Problem details: Return the lines that run from the beginning of the entries to the line holding "translate:-50% -50%; white-space:nowrap;", inclusive, and drop the pictures.

[Source records]

════

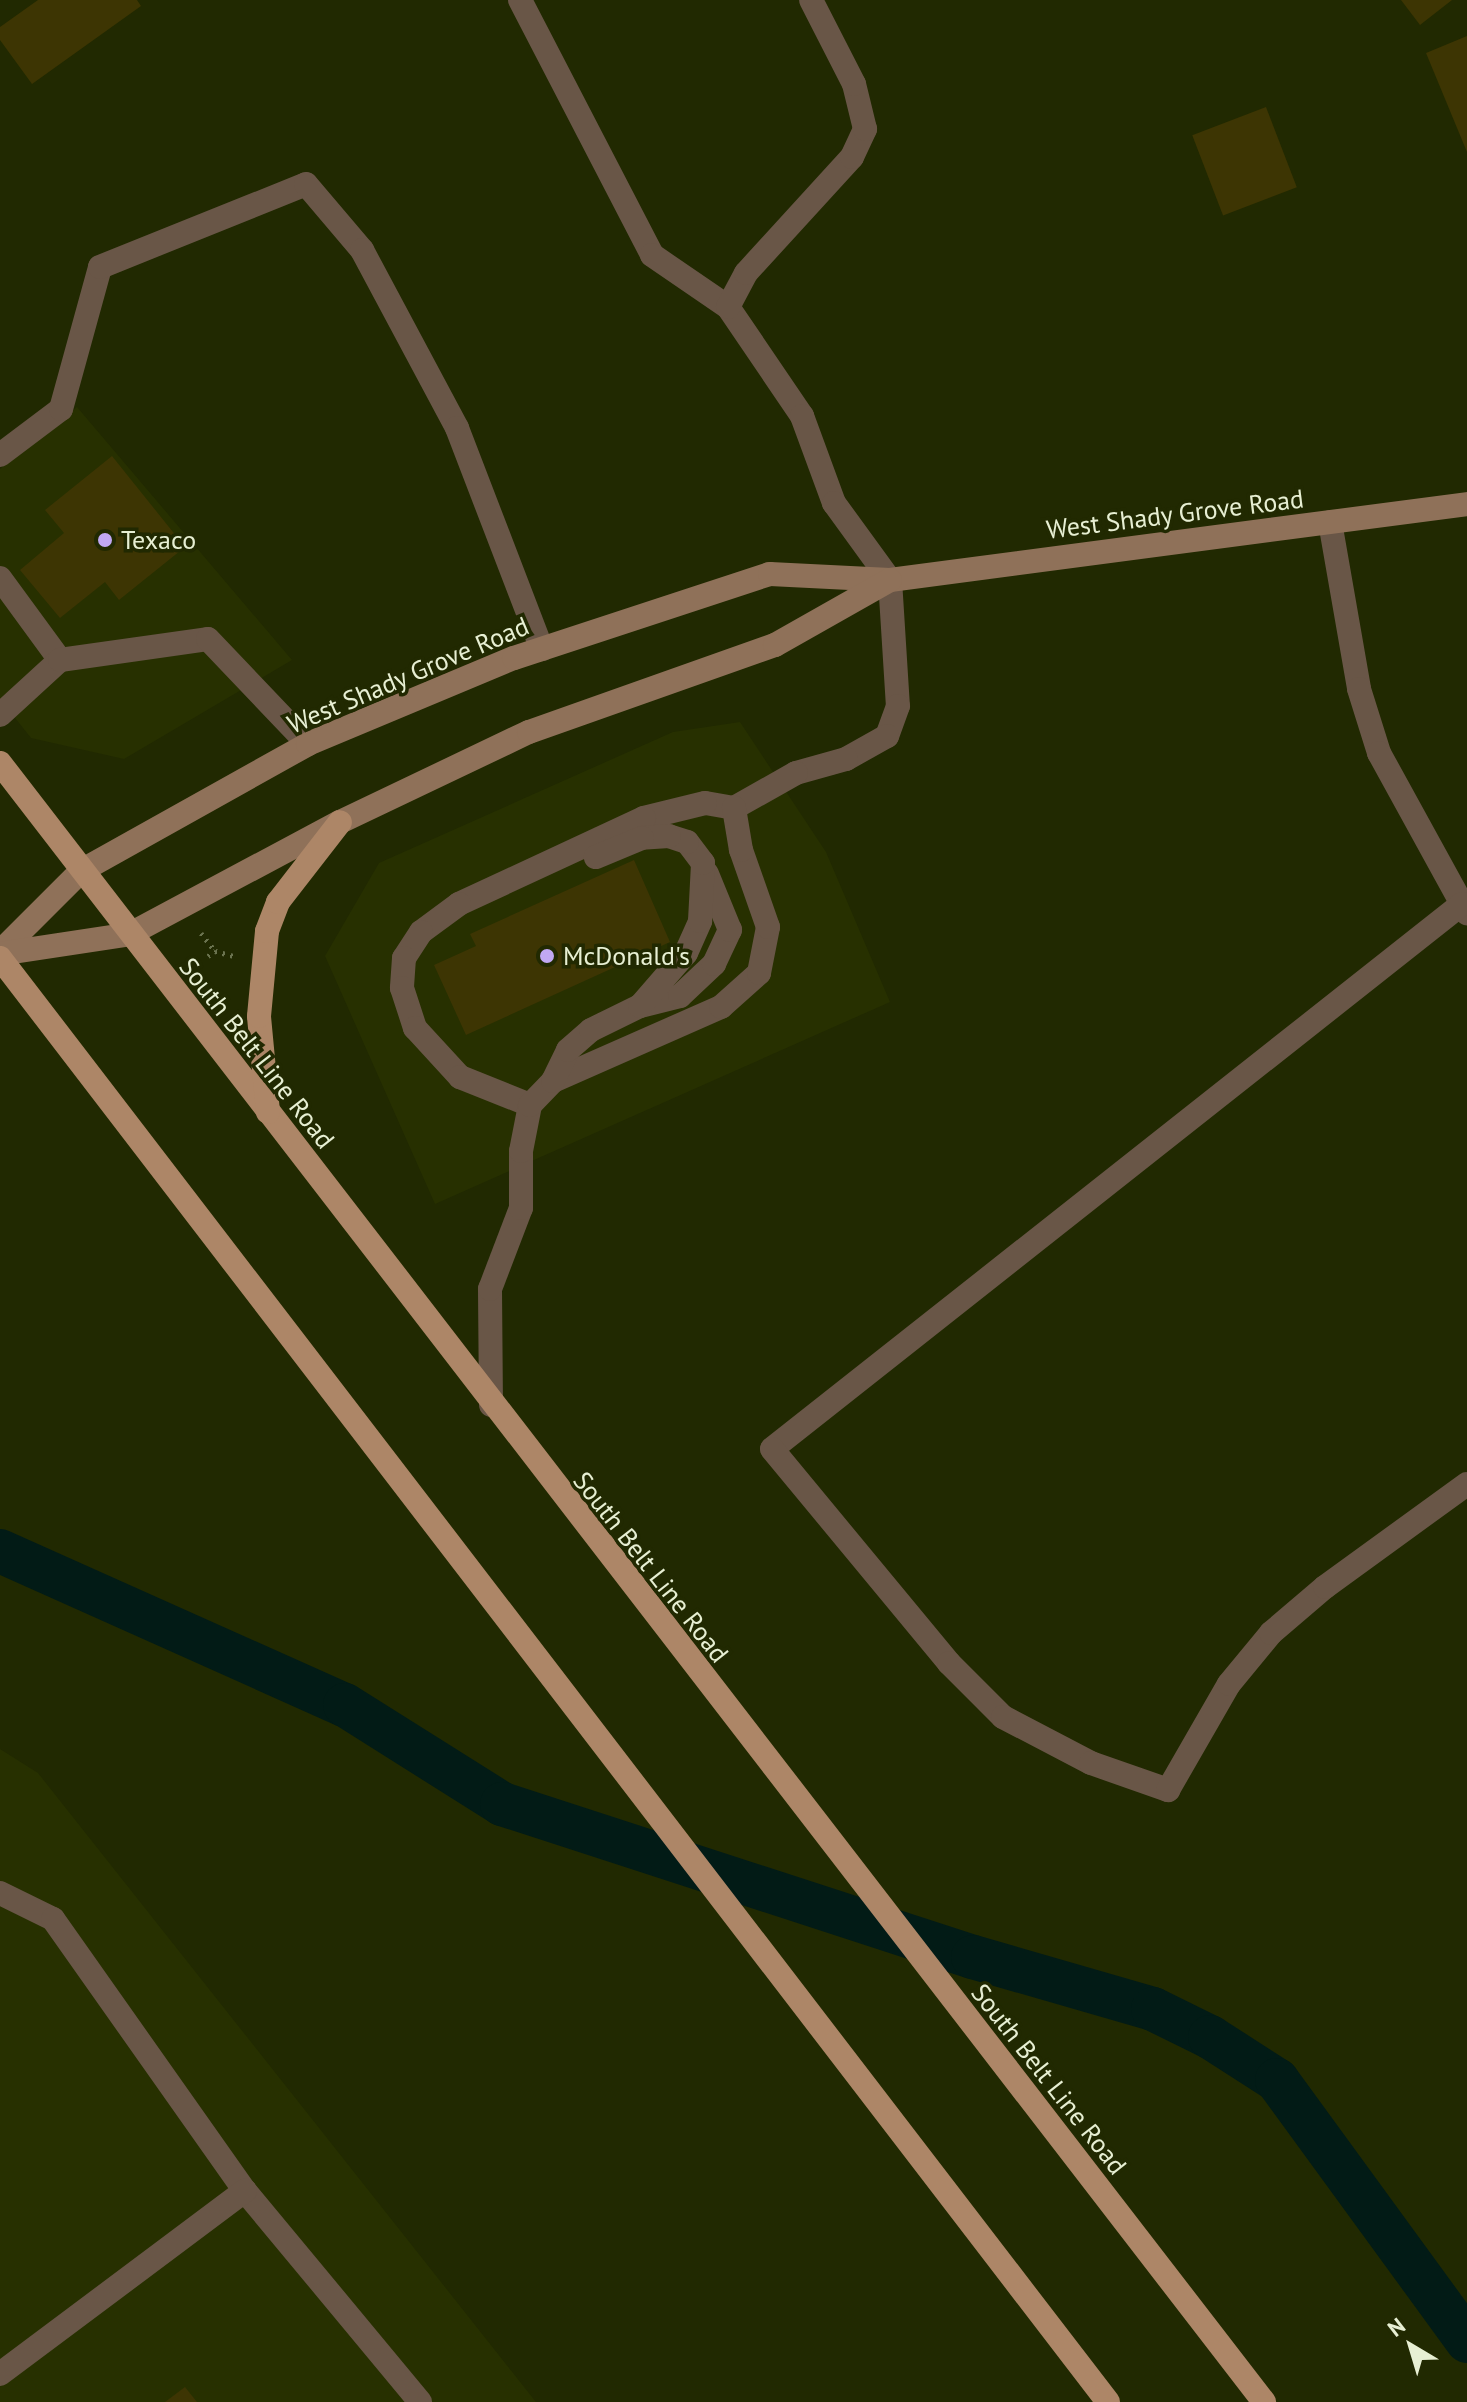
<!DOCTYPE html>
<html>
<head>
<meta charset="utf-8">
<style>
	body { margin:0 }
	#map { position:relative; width:1467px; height:2402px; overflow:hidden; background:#212901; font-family:"PT Sans",sans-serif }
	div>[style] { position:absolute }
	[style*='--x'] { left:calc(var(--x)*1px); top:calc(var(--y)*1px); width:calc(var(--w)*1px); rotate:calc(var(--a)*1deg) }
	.built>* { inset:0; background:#273000 }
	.canal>* { height:44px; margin:-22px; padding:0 22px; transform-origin:22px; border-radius:22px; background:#021b16 }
	.building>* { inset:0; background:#3d3503; transform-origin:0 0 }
	.path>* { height:5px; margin-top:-2.5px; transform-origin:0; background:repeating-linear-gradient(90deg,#6b734f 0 2px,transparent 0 8px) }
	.lane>* { height:24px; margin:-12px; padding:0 12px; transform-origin:12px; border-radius:12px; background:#695647 }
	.secondary>* { height:24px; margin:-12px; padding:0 12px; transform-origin:12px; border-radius:12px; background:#8f7159 }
	.primary>* { height:24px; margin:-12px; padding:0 12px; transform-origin:12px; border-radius:12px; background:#ad8667 }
	.dots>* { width:22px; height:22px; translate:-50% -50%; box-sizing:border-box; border:4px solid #212901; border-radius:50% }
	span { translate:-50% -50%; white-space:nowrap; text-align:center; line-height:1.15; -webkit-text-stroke:7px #212901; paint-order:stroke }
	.street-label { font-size:26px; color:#e7efd3 }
	.poi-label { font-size:26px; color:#e7efd3 }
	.left { translate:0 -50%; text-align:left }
	.north { position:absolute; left:1371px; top:2306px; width:80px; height:80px; -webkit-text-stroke:6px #212901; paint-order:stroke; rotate:322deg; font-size:22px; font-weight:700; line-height:32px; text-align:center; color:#e7efd3 }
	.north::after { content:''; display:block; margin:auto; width:28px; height:36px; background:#e7efd3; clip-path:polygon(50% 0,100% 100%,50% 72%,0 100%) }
</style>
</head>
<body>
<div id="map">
	<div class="built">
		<i style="clip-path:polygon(77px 407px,292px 660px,124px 759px,31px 738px,0 699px,0 469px)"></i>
		<i style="clip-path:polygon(740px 722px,826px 852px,890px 1002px,435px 1204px,325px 956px,379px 863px,673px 732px)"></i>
		<i style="clip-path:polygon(0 1749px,38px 1773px,536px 2402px,0 2402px)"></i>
	</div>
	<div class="canal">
		<i style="--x:0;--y:1551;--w:378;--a:24.1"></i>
		<i style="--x:345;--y:1705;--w:186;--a:32.2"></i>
		<i style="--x:502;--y:1804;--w:495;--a:18"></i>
		<i style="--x:973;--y:1957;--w:187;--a:16.1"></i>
		<i style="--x:1153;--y:2009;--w:64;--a:26.2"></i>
		<i style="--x:1210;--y:2037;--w:80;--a:32.7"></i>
		<i style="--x:1277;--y:2080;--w:323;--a:53.9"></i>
	</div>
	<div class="building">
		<i style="clip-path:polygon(38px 0,137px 0,141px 6px,32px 84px,0 40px,0 27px)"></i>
		<i style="clip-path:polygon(1401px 0,1452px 0,1420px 25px)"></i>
		<i style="clip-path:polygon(1467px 36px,1467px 152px,1426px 53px)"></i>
		<i style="left:1266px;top:107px;width:86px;height:79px;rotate:69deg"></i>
		<i style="clip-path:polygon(112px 456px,185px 547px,119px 600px,105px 582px,60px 618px,20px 570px,64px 533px,45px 510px)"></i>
		<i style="clip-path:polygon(634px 860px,670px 942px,466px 1035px,434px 965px,476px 946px,470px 934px)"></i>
		<i style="clip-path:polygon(185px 2387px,197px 2402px,165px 2402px)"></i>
	</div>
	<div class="path">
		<i style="--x:201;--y:933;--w:23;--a:52"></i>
		<i style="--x:215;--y:951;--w:20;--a:15"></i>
		<i style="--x:208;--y:956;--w:9;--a:-36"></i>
	</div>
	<div class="lane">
		<i style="--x:520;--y:0;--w:287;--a:62.6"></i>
		<i style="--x:652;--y:255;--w:92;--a:34.4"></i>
		<i style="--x:728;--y:307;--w:132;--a:55.8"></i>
		<i style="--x:802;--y:416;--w:93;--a:69.8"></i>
		<i style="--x:834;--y:503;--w:95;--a:54"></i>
		<i style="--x:890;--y:580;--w:126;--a:86.4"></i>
		<i style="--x:898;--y:706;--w:32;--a:110"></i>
		<i style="--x:887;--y:736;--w:47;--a:150.7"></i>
		<i style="--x:846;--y:759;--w:52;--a:164.4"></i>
		<i style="--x:796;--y:773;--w:71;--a:150.6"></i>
		<i style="--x:734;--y:808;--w:29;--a:-170"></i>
		<i style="--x:705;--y:803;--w:63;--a:166.2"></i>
		<i style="--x:644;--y:818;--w:204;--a:155.1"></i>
		<i style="--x:459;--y:904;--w:47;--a:143.6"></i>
		<i style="--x:421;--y:932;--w:31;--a:123"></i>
		<i style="--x:404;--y:958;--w:30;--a:94"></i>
		<i style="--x:402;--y:988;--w:42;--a:72"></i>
		<i style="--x:415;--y:1028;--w:67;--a:47.4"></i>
		<i style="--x:460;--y:1077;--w:75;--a:21.8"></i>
		<i style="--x:728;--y:307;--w:38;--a:-62"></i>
		<i style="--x:746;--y:273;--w:157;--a:-47.6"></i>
		<i style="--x:852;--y:157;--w:31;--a:-65"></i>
		<i style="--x:865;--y:129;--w:46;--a:-103.7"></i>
		<i style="--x:854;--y:84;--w:94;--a:-117.1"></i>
		<i style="--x:0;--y:455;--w:76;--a:-37"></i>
		<i style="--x:61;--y:409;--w:147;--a:-74.6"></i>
		<i style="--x:100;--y:267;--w:222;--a:-21.9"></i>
		<i style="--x:306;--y:184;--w:87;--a:49.7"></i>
		<i style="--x:362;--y:250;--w:202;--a:61.9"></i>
		<i style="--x:457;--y:428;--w:237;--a:69"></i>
		<i style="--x:1330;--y:522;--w:169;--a:80.1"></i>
		<i style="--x:1359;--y:689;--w:67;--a:72.6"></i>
		<i style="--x:1379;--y:753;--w:183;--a:61.2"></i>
		<i style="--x:0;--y:578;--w:102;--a:53.8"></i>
		<i style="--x:0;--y:715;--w:81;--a:-42.5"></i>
		<i style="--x:60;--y:660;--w:149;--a:-8.1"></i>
		<i style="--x:208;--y:639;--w:145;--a:46.4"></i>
		<i style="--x:1462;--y:904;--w:879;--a:141.7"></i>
		<i style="--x:772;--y:1449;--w:278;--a:50.4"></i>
		<i style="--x:949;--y:1663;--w:76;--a:45"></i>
		<i style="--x:1003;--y:1717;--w:99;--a:27.6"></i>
		<i style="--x:1091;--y:1763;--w:82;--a:19.3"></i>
		<i style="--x:1168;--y:1790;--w:122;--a:-60.1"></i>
		<i style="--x:1229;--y:1684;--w:66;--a:-50.5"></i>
		<i style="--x:1271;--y:1633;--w:71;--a:-40.4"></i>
		<i style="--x:1325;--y:1587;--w:175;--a:-36"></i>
		<i style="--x:640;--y:1006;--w:41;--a:-14"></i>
		<i style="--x:680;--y:996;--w:47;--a:-43.3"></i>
		<i style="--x:714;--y:964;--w:38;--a:-65"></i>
		<i style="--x:730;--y:930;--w:61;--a:-112.3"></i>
		<i style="--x:553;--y:1081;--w:184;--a:-23.8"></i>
		<i style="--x:721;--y:1007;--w:51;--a:-41.8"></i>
		<i style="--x:759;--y:973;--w:47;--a:-78.9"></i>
		<i style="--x:768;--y:927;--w:82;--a:-109.3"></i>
		<i style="--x:741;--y:850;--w:43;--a:-99.5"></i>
		<i style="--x:491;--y:1405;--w:116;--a:-90.5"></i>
		<i style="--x:490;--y:1289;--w:87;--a:-69.1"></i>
		<i style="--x:521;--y:1208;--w:57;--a:-90"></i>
		<i style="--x:521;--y:1151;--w:47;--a:-78.9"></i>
		<i style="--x:530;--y:1105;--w:33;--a:-46"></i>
		<i style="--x:553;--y:1081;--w:34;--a:-64"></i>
		<i style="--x:568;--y:1050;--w:30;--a:-41"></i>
		<i style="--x:591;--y:1030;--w:55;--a:-26.1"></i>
		<i style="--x:640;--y:1006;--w:70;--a:-49"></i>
		<i style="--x:686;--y:953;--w:35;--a:-66"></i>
		<i style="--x:700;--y:921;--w:58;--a:-87"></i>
		<i style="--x:703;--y:863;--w:26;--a:-127"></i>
		<i style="--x:687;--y:842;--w:19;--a:-162"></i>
		<i style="--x:669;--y:836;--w:27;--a:176"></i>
		<i style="--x:642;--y:838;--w:50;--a:157.6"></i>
		<i style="--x:0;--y:1893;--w:59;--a:26.1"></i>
		<i style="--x:53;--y:1919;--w:333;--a:54.8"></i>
		<i style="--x:245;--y:2191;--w:274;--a:50.3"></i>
		<i style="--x:0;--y:2374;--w:306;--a:-36.8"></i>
	</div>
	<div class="secondary">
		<i style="--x:0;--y:952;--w:115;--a:-45"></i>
		<i style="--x:81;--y:871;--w:260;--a:-29.2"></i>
		<i style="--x:308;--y:744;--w:223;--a:-22.7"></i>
		<i style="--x:514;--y:658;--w:269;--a:-18.2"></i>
		<i style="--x:770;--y:574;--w:120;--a:2.9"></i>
		<i style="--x:890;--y:580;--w:582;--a:-7.5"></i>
		<i style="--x:0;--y:954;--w:132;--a:-8.7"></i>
		<i style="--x:130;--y:934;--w:238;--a:-28.1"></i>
		<i style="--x:340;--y:822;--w:209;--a:-25.5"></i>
		<i style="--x:529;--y:732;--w:261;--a:-19.5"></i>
		<i style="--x:775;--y:645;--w:132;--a:-29.5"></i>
	</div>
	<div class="primary">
		<i style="--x:0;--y:763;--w:2070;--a:52.36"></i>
		<i style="--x:0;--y:958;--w:1820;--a:52.5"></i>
		<i style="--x:268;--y:1112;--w:96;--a:-95.4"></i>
		<i style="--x:259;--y:1016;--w:85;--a:-84.6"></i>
		<i style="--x:267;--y:931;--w:31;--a:-69"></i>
		<i style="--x:278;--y:902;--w:101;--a:-52.2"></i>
	</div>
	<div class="dots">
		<i style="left:105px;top:540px;background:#c1a8f3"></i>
		<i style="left:547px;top:956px;background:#c1a8f3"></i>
	</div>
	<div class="street-label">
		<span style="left:1175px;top:514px;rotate:-7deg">West Shady Grove Road</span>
		<span style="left:408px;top:675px;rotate:-23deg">West Shady Grove Road</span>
		<span style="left:257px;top:1053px;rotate:52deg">South Belt Line Road</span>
		<span style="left:651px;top:1567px;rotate:52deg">South Belt Line Road</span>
		<span style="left:1049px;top:2079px;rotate:52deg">South Belt Line Road</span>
	</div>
	<div class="poi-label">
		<span class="left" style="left:121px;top:540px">Texaco</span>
		<span class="left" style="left:563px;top:956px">McDonald's</span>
	</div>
	<div class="north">N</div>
</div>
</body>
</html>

════

Answer to this problem:
<!DOCTYPE html>
<html>
<head>
<meta charset="utf-8">
<style>
	body { margin:0 }
	#map { position:relative; width:1467px; height:2402px; overflow:hidden; background:#212901; font-family:"PT Sans",sans-serif }
	div>[style] { position:absolute }
	[style*='--x'] { left:calc(var(--x)*1px); top:calc(var(--y)*1px); width:calc(var(--w)*1px); rotate:calc(var(--a)*1deg) }
	.built>* { inset:0; background:#273000 }
	.canal>* { height:44px; margin:-22px; padding:0 22px; transform-origin:22px; border-radius:22px; background:#021b16 }
	.building>* { inset:0; background:#3d3503; transform-origin:0 0 }
	.path>* { height:5px; margin-top:-2.5px; transform-origin:0; background:repeating-linear-gradient(90deg,#6b734f 0 2px,transparent 0 8px) }
	.lane>* { height:24px; margin:-12px; padding:0 12px; transform-origin:12px; border-radius:12px; background:#695647 }
	.secondary>* { height:24px; margin:-12px; padding:0 12px; transform-origin:12px; border-radius:12px; background:#8f7159 }
	.primary>* { height:24px; margin:-12px; padding:0 12px; transform-origin:12px; border-radius:12px; background:#ad8667 }
	.dots>* { width:22px; height:22px; translate:-50% -50%; box-sizing:border-box; border:4px solid #212901; border-radius:50% }
	span { translate:-50% -50%; white-space:nowrap; text-align:center; line-height:1.15; -webkit-text-stroke:7px #212901; paint-order:stroke }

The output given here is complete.